Aujourd’hui, on reçoit deux grandes autrices. La première, Marie-Sabine Roger, est notre invitée pour l’interview à l’occasion de la sortie de son album Le Vilain petit Machin publié au Seuil Jeunesse. La seconde, Rachel Corenblit, dont le roman Comme une famille vient de paraître chez Nathan, nous livre ses coup de cœur et coup de gueule.
L’interview du mercredi : Marie-Sabine Roger
J’aimerais que vous nous présentiez Le Vilain petit Machin.
Le Vilain petit Machin est une réécriture très personnelle du Vilain Petit Canard (mais le titre aide un peu les lecteurs à le deviner…).
Comme dans le conte de Hans Christian Andersen, il y a une couvée de canetons et… un intrus.
Dans ce texte, il est question de l’intégration (ou non) au groupe, de l’image que l’on a de soi, de celle que les autres nous renvoient, de la différence. Et, d’une certaine façon, d’un sujet sur lequel — fort heureusement — on attire désormais notre attention, et qui réclame notre vigilance : le harcèlement. Ici, il s’agit surtout d’un harcèlement par la fratrie, qui n’est pas moins douloureux.
J’ai choisi de passer par l’humour, car le rire permet d’aborder des thèmes un peu sensibles d’une façon plus douce (et sans doute plus efficace, s’agissant de jeunes lecteurs).
Et j’aime bien m’amuser, ce qui est également une excellente raison.
Comment est venue l’idée de vous réapproprier cette histoire ?
Comme toujours : par hasard.
En fait l’aventure a commencé avec l’Affaire méchant loup, qui était une réécriture de la Chèvre de monsieur Seguin, dans laquelle j’abordais également l’écologie, mais l’air de rien (car je suis une auteure sournoise…). C’était mon premier album avec Marjolaine Leray. J’ai tellement aimé écrire ce texte et le voir illustré par elle que j’ai eu envie de continuer, avec un autre conte, puis un autre, puis on verra.
J’aime beaucoup votre écriture, on a l’impression que vous ciselez chaque phrase. J’aimerais que vous nous parliez de votre processus d’écriture.
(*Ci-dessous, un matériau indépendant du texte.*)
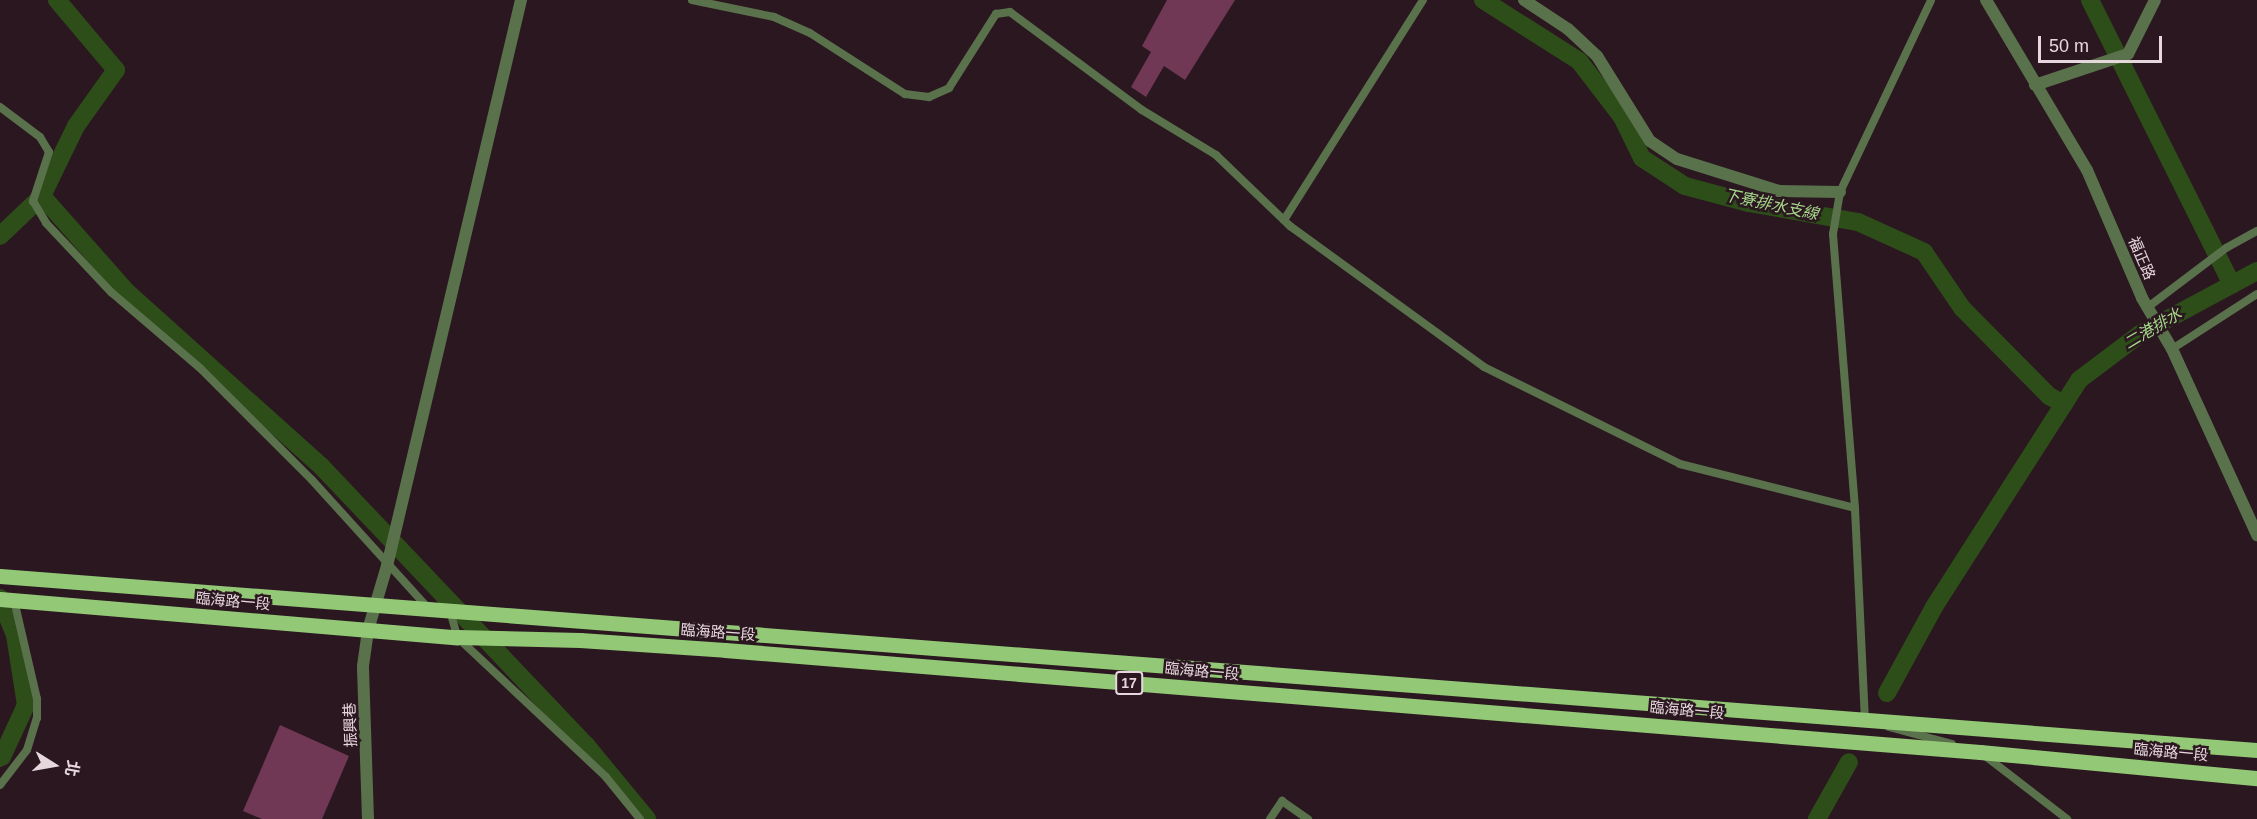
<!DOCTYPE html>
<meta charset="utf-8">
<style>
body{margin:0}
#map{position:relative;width:2257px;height:819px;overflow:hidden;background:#2b1720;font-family:Helvetica,"Noto Sans TC",sans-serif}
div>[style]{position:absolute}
.stream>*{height:5px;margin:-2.5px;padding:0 2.5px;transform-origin:2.5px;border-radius:2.5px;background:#2d4d19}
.canal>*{height:18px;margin:-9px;padding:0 9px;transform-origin:9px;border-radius:9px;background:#2d4d19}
.building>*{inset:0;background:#713855}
.service>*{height:8px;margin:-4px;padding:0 4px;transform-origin:4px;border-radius:4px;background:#59724b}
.minor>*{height:12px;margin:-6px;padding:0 6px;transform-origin:6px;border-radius:6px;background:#59724b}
.tertiary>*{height:12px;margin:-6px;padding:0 6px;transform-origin:6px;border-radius:6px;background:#59724b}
.primary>*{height:15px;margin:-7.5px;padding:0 7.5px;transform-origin:7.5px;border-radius:7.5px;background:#93c976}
span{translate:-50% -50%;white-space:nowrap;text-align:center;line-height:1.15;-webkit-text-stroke:5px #2b1720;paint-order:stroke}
.shield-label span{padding:2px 4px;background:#2b1720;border:2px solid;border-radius:4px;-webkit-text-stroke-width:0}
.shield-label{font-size:14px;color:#e6d7dd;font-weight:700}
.street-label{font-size:15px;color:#e6d7dd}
.water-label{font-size:16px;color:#a3d688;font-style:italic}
.north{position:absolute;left:24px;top:735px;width:60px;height:60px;-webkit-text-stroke:4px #2b1720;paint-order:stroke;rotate:101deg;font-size:16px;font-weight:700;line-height:24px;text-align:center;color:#e6d7dd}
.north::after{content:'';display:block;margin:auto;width:21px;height:27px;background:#e6d7dd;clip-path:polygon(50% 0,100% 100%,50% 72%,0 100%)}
.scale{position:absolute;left:2038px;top:36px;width:124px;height:27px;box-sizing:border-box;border:3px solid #e6d7dd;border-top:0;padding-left:8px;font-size:18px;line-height:21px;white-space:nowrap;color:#e6d7dd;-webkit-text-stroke:4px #2b1720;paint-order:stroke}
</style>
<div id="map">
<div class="stream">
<i style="left:0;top:764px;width:7px;rotate:-74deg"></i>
</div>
<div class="canal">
<i style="left:1483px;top:0;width:114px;rotate:32.4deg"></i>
<i style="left:1579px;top:61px;width:71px;rotate:52.5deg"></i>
<i style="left:1622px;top:117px;width:46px;rotate:64deg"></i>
<i style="left:1642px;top:158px;width:51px;rotate:33.1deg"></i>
<i style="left:1685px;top:186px;width:66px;rotate:14.9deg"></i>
<i style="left:1749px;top:203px;width:111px;rotate:9.9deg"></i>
<i style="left:1858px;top:222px;width:72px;rotate:24.4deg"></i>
<i style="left:1924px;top:252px;width:68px;rotate:55.8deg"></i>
<i style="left:1962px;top:308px;width:124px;rotate:45.3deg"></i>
<i style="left:2049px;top:396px;width:17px;rotate:28deg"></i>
<i style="left:2090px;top:0;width:318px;rotate:63.5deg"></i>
<i style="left:42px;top:196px;width:78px;rotate:-64.1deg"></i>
<i style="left:76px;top:126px;width:69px;rotate:-54.5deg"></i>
<i style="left:116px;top:70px;width:92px;rotate:-130.1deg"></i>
<i style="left:0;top:236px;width:58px;rotate:-43.6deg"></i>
<i style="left:42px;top:196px;width:128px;rotate:48.5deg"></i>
<i style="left:127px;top:292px;width:261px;rotate:41.9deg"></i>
<i style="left:321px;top:466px;width:385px;rotate:46.5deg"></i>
<i style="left:586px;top:745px;width:96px;rotate:50.5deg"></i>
<i style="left:0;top:598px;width:40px;rotate:68deg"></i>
<i style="left:15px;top:635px;width:71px;rotate:81.1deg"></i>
<i style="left:26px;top:705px;width:57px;rotate:114.8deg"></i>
<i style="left:1887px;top:693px;width:98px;rotate:-61.3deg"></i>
<i style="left:1934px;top:607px;width:269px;rotate:-57.4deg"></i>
<i style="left:2079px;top:380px;width:76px;rotate:-37deg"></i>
<i style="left:2140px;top:334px;width:133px;rotate:-28.3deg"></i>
<i style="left:1817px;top:819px;width:65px;rotate:-60.7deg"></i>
</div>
<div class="building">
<i style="clip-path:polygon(1167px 0,1235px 0,1185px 80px,1164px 66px,1146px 97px,1131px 87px,1151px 52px,1142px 46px)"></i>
<i style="clip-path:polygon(280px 725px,349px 756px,322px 819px,262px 819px,243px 811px)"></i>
</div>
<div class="service">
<i style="left:692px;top:0;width:84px;rotate:11.7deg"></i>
<i style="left:774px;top:17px;width:39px;rotate:24deg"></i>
<i style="left:810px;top:33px;width:113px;rotate:32.7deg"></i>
<i style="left:905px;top:94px;width:24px;rotate:7deg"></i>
<i style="left:929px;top:97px;width:22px;rotate:-24deg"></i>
<i style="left:949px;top:88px;width:88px;rotate:-57.6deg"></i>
<i style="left:996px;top:14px;width:14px;rotate:-8deg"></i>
<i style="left:1010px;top:12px;width:164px;rotate:36.6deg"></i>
<i style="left:1142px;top:110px;width:87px;rotate:31.3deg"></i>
<i style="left:1216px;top:155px;width:103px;rotate:43.8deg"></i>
<i style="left:1290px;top:226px;width:240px;rotate:36deg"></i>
<i style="left:1484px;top:367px;width:219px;rotate:26.3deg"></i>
<i style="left:1680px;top:464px;width:180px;rotate:14.1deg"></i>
<i style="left:0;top:107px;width:50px;rotate:36.9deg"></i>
<i style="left:40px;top:137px;width:17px;rotate:59deg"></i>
<i style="left:49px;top:152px;width:52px;rotate:108.1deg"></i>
<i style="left:33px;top:201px;width:26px;rotate:59deg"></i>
<i style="left:46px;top:223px;width:95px;rotate:46.7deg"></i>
<i style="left:111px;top:292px;width:118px;rotate:40.5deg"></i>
<i style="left:201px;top:369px;width:157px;rotate:45deg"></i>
<i style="left:312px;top:480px;width:173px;rotate:47.8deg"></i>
<i style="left:1284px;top:220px;width:260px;rotate:-57.7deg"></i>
<i style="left:2148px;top:307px;width:98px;rotate:-37.1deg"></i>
<i style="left:2226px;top:248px;width:35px;rotate:-29deg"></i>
<i style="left:2172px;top:349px;width:101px;rotate:-32.9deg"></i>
<i style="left:450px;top:610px;width:28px;rotate:75deg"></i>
<i style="left:457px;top:637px;width:204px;rotate:43.2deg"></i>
<i style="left:606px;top:777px;width:54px;rotate:51deg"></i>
<i style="left:1865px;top:721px;width:213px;rotate:-92.7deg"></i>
<i style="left:1855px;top:508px;width:275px;rotate:-94.6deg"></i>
<i style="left:1833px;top:234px;width:43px;rotate:-80.5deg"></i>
<i style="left:1840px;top:192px;width:212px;rotate:-64.6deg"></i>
<i style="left:1889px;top:727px;width:65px;rotate:15.1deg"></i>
<i style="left:1984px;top:755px;width:105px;rotate:37.6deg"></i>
<i style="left:0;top:785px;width:44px;rotate:-52.4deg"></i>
<i style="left:27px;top:750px;width:34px;rotate:-73deg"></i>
<i style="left:37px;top:718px;width:19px;rotate:-90deg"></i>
<i style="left:37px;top:699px;width:102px;rotate:-103.1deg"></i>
<i style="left:1270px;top:819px;width:22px;rotate:-56deg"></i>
<i style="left:1282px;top:801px;width:32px;rotate:35deg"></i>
</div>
<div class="minor">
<i style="left:1524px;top:0;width:53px;rotate:33.4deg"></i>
<i style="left:1568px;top:29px;width:40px;rotate:43deg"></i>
<i style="left:1597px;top:56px;width:100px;rotate:58.1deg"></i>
<i style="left:1650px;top:141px;width:32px;rotate:34deg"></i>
<i style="left:1677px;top:159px;width:107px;rotate:17.4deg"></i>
<i style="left:1779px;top:191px;width:61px;rotate:0.9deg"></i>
<i style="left:368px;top:819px;width:153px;rotate:-91.9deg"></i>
<i style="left:363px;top:666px;width:36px;rotate:-82deg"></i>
<i style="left:368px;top:630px;width:67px;rotate:-73.5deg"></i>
<i style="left:387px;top:566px;width:582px;rotate:-76.68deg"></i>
</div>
<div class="tertiary">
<i style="left:1986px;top:0;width:198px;rotate:59.3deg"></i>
<i style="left:2087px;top:170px;width:139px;rotate:66.7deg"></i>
<i style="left:2142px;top:298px;width:59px;rotate:59.5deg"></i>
<i style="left:2172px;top:349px;width:205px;rotate:65.4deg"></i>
<i style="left:2035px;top:85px;width:98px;rotate:-18.4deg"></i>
<i style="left:2128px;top:54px;width:60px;rotate:-63.4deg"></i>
</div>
<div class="primary">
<i style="left:0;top:576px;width:2264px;rotate:4.41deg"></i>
<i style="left:0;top:599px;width:459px;rotate:4.8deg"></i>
<i style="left:457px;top:637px;width:123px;rotate:1.4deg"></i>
<i style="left:580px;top:640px;width:145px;rotate:3.9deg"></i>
<i style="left:725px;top:650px;width:1259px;rotate:4.65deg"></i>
<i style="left:1980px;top:752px;width:278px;rotate:5.4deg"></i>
</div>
<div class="shield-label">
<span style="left:1129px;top:683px">17</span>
</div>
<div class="street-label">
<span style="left:2142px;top:258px;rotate:67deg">福正路</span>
<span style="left:233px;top:601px;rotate:5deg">臨海路一段</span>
<span style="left:718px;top:632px;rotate:4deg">臨海路一段</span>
<span style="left:1202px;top:671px;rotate:5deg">臨海路一段</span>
<span style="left:1687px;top:710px;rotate:5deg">臨海路一段</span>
<span style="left:350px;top:725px;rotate:-92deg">振興巷</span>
<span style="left:2171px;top:752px;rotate:5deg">臨海路一段</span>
</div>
<div class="water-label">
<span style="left:1771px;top:205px;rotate:12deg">下寮排水支線</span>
<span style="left:2153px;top:329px;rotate:-31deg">二港排水</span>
</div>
<div class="north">北</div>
<div class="scale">50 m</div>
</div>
Merci, je suis très touchée par votre remarque. Je me suis fait le très grand plaisir de travailler surtout en alexandrins, mais avec des ruptures de rythme, des onomatopées, un mélange un peu insolent d’écriture « classique » et de clins d’œil destinés aux lecteurs petits et grands.
J’essaie d’avoir la plus grande exigence dans mon écriture, et que ce soit pour les enfants ou pour les adultes ne change rien pour moi. Pour des textes comme Le Vilain petit Machin, je lis à haute voix, je travaille « à l’oreille ».
Il me semble qu’un album jeunesse réussi doit toucher à la fois les enfants et les adultes qui le leur lisent, afin que ce soit un plaisir partagé. J’ai toujours pensé que la littérature jeunesse avait entre autres buts de construire des passerelles entre toutes les générations. Rire ensemble d’un album (ou tremper ses mouchoirs), même si ce n’est pas toujours pour les mêmes raisons, c’est une vraie complicité. Je me souviens de mon grand-père — qui avait des lectures très sérieuses, et qui était un fin latiniste — en train de pouffer comme un gamin en lisant mes Astérix. Et, curieusement, penser que mon Papi aimait les mêmes livres que moi, ça me rendait très fière.
Avec cet album, vous travaillez une nouvelle fois avec Marjolaine Leray, parlez-nous de votre collaboration
Marjolaine a un talent fou. Au départ, notre collaboration a été imaginée par notre éditrice au Seuil, Angèle Cambournac, qui a voulu créer une rupture entre l’écriture (faussement) classique de mon texte, et un dessin moins classique, justement. Nous ne nous connaissions pas.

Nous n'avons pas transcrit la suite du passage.